SW engineering is testing, and so far, so good. Look for an upcoming patch to supersede PHSS_40802.
Michael_Pelleti
Occasional Advisor

Re: Possible to obtain PCI_BUS_TARGET_ID prior to HPMC?

One key piece of information I omitted above is that the PCI Local Bus Specification v2.1 says that a PCI card only has to respond to addresses which it supports, not the entire 4096-byte page that may be mapped.
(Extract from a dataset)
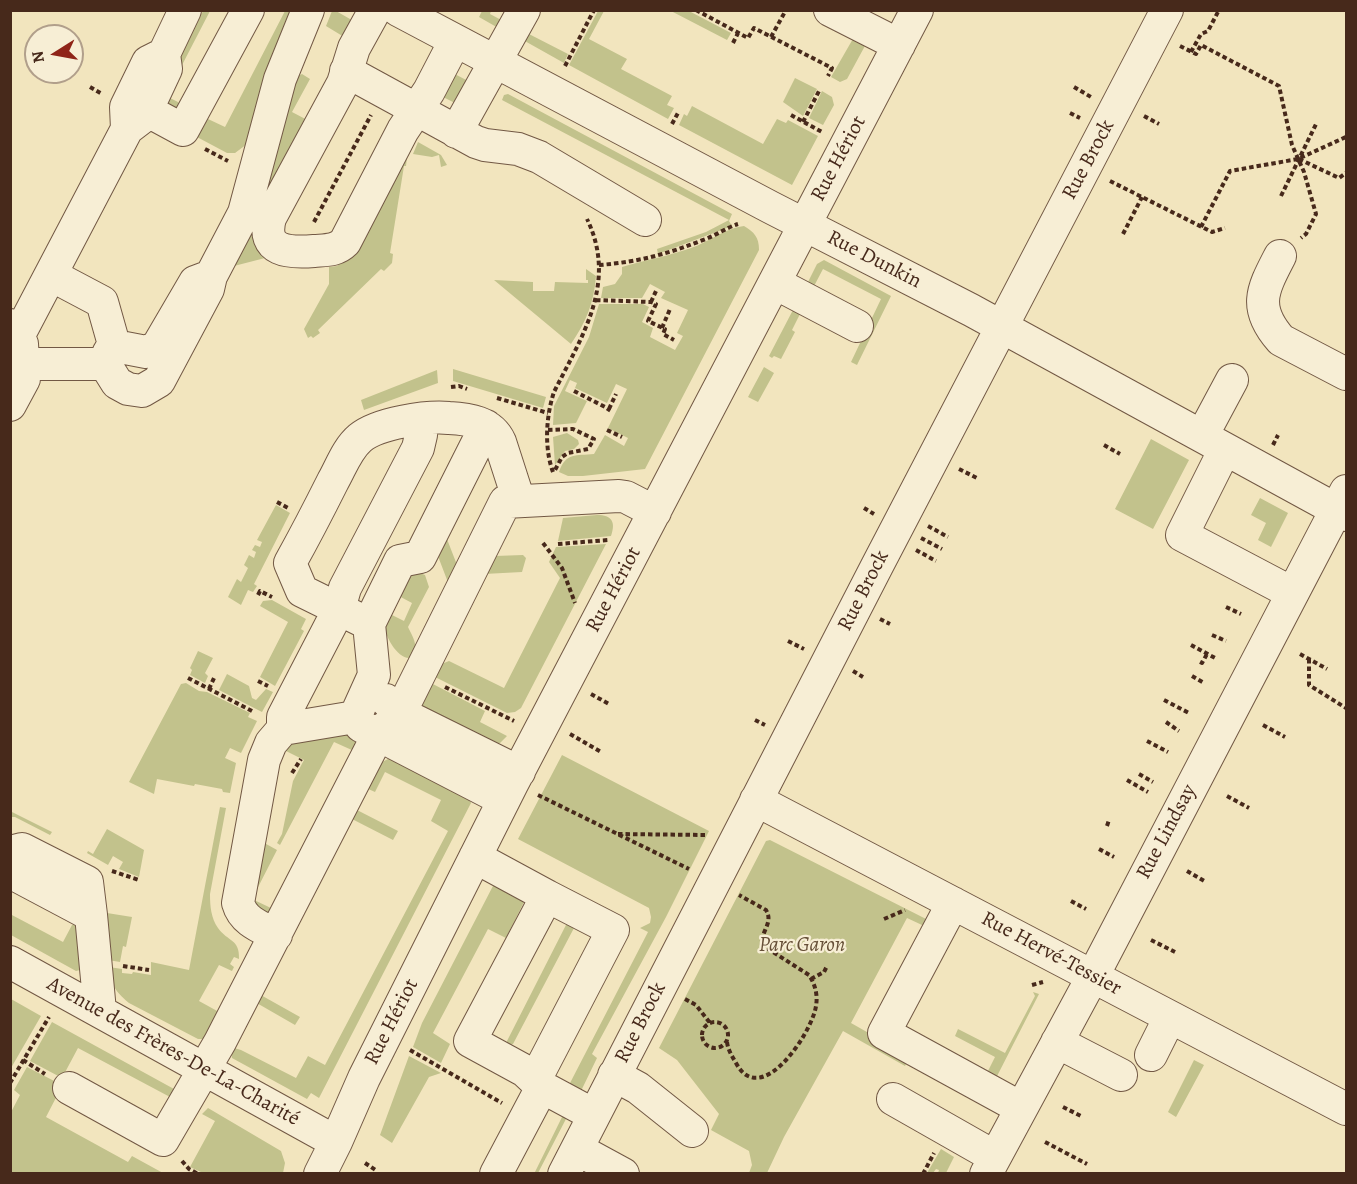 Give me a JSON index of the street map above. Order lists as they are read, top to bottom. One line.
{"streets":{"street":["Rue Hériot","Rue Brock","Rue Dunkin","Rue Lindsay","Rue Hervé-Tessier","Avenue des Frères-De-La-Charité"]},"crossings":[["Rue Hériot","Rue Dunkin"],["Rue Hériot","Avenue des Frères-De-La-Charité"],["Rue Brock","Rue Dunkin"],["Rue Brock","Rue Hervé-Tessier"],["Rue Dunkin","Rue Lindsay"],["Rue Lindsay","Rue Hervé-Tessier"]],"parks":["Parc Garon"],"north":"left"}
The timeout occurs when the access falls within the mapped 4k page but outside of the range of the card's actual registers.

 

  • “Devices that do consume more address space than they use are not required to respond to the unused portion of that address space.”

The LIBCL patch including this fix is due out in the November 2011 11i v1 patch bundle.

 

Certain compilers bundle the libcl.a in the compiler install directory, however, and static-link it into their executables, so simply applying the patch won't fix the problem - any executable built with the old library would need to be rebuilt with the new one.

Dennis Handly
Acclaimed Contributor

Re: Possible to obtain PCI_BUS_TARGET_ID prior to HPMC?

>Certain compilers bundle the libcl.a in the compiler install directory, however, and static-link it into their executables,

 

This is a core patch, nothing to do with compiler paths.  And it is the user that can chose to link in the archive version

mvpel
Trusted Contributor

Re: Possible to obtain PCI_BUS_TARGET_ID prior to HPMC?

One last update - the fix for our issue turned out to adversely affect the stack-unwinding functionality of Pascal programs, and as a result it was not incorporated into the official LIBCL patch tree but released as a customer-specific patch instead.